(Record extracts)

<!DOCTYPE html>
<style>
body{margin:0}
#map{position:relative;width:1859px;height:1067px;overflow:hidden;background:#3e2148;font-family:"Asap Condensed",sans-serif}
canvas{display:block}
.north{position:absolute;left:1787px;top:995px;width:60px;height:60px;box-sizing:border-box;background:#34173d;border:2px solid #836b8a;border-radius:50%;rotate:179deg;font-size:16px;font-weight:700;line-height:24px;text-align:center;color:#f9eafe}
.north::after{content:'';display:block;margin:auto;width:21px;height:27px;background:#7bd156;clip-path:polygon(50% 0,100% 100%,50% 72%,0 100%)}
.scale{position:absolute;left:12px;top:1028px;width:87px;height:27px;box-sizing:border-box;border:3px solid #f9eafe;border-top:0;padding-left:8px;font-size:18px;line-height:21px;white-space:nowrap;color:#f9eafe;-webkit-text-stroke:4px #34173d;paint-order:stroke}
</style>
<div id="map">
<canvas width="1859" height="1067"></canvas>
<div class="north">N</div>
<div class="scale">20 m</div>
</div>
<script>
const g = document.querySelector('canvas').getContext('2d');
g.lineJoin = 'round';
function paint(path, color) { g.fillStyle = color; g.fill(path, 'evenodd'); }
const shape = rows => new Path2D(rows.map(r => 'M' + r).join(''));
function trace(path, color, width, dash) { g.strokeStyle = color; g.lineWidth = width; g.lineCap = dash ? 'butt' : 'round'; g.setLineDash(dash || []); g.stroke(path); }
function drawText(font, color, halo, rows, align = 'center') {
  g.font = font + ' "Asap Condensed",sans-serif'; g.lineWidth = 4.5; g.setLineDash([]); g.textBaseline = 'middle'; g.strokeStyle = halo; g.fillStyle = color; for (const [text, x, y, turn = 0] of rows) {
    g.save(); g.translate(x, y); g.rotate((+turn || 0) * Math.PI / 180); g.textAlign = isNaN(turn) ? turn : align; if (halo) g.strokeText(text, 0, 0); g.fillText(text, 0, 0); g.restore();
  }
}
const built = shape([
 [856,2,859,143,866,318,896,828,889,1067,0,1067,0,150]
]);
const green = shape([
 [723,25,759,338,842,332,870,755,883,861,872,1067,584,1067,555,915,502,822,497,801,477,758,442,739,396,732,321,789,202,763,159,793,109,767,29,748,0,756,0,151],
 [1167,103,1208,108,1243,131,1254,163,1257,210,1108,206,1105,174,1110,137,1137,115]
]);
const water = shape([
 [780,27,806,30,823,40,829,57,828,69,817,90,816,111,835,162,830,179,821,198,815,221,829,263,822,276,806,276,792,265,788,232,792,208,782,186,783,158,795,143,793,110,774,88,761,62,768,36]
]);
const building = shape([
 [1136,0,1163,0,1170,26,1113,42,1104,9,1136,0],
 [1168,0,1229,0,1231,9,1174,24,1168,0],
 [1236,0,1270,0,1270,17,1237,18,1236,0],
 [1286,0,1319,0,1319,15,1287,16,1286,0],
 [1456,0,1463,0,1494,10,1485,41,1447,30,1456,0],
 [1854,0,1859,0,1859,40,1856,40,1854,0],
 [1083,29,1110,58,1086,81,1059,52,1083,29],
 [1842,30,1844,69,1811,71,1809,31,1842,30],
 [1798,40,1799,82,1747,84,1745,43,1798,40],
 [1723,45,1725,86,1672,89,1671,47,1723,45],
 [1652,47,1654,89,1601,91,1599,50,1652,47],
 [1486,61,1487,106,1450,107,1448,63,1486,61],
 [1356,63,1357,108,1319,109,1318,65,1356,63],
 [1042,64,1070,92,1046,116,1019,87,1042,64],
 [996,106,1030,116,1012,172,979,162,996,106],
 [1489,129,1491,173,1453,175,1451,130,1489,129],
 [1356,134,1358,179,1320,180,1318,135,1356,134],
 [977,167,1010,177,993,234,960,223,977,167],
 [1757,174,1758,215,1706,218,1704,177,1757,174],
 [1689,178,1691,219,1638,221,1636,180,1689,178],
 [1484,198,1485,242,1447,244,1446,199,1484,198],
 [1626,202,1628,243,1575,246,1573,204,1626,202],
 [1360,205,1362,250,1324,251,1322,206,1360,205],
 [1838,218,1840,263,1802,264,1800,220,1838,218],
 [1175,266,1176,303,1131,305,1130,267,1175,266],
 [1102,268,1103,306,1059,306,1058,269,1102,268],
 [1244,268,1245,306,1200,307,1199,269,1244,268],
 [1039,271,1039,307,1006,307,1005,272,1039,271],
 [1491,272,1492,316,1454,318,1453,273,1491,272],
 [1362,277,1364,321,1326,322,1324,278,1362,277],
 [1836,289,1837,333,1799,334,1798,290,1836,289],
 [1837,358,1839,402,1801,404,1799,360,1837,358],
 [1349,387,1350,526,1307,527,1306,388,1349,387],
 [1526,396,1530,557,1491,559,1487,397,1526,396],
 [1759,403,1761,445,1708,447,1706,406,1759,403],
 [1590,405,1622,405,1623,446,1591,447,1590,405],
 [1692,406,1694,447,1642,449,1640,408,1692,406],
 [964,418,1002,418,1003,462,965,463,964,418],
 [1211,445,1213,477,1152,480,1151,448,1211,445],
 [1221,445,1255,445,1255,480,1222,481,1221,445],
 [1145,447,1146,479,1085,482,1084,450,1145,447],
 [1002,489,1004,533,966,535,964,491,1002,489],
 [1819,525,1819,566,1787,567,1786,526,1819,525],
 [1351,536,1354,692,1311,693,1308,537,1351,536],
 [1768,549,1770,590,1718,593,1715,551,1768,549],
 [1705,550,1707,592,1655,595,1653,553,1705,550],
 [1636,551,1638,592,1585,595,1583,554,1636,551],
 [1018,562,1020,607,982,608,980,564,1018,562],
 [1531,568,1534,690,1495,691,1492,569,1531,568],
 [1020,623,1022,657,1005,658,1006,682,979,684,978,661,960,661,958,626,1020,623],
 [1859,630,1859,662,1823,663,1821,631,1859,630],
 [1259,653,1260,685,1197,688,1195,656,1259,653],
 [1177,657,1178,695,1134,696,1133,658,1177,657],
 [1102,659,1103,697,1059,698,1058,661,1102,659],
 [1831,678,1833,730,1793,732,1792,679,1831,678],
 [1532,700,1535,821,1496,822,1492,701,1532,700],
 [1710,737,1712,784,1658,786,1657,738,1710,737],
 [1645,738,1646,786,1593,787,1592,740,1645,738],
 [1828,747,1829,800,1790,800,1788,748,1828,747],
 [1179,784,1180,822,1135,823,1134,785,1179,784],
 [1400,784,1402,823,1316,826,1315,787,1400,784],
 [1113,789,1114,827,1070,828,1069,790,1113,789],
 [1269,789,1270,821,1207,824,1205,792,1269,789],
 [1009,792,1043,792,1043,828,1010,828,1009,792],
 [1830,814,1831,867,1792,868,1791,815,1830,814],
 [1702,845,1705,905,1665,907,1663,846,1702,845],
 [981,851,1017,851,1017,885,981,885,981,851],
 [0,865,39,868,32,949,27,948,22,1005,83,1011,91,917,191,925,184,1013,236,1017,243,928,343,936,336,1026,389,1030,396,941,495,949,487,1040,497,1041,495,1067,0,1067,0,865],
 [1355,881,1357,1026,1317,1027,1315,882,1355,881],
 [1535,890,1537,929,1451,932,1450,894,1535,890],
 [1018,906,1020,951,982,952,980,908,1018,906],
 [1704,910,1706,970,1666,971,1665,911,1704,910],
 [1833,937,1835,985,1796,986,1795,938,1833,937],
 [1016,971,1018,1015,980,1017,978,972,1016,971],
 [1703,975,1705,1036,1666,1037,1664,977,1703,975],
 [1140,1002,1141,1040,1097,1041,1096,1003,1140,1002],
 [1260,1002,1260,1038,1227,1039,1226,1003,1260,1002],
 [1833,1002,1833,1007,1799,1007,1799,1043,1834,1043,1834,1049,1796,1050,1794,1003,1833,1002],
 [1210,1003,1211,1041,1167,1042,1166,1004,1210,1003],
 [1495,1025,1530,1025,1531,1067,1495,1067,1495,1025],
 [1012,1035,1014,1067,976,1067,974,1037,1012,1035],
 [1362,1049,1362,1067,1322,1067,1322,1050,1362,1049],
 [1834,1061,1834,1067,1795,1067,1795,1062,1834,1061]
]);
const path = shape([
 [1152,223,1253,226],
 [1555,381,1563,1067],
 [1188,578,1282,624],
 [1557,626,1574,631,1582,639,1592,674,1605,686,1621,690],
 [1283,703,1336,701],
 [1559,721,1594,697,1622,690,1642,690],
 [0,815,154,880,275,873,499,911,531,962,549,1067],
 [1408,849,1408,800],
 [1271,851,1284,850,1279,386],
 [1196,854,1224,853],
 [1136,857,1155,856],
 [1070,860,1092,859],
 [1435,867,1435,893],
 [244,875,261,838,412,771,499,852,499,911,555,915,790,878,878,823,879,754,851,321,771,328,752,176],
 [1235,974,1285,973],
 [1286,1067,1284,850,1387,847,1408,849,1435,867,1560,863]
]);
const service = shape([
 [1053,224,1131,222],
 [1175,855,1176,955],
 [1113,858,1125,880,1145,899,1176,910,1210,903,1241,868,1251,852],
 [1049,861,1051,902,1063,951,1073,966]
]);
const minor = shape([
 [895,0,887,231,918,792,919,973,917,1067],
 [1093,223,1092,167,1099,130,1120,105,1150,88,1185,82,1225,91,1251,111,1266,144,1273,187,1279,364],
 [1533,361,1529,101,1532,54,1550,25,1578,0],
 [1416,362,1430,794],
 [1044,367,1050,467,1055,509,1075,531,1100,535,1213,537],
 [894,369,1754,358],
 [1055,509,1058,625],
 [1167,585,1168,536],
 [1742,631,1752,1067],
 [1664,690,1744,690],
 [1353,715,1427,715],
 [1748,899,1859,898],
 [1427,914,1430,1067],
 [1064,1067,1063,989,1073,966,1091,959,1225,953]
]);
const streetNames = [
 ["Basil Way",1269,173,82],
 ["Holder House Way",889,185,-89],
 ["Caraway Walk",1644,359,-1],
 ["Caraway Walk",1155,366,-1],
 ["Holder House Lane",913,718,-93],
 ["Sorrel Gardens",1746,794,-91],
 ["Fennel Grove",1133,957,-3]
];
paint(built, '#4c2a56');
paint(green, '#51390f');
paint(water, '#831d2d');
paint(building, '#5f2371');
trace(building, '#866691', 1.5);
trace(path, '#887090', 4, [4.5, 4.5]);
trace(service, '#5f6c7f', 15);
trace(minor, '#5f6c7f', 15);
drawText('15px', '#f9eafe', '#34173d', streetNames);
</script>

(End Record extracts)

→ The task:
In the material above, tally the lines that include the word "rows" and give only that figure.

→ Output below:
3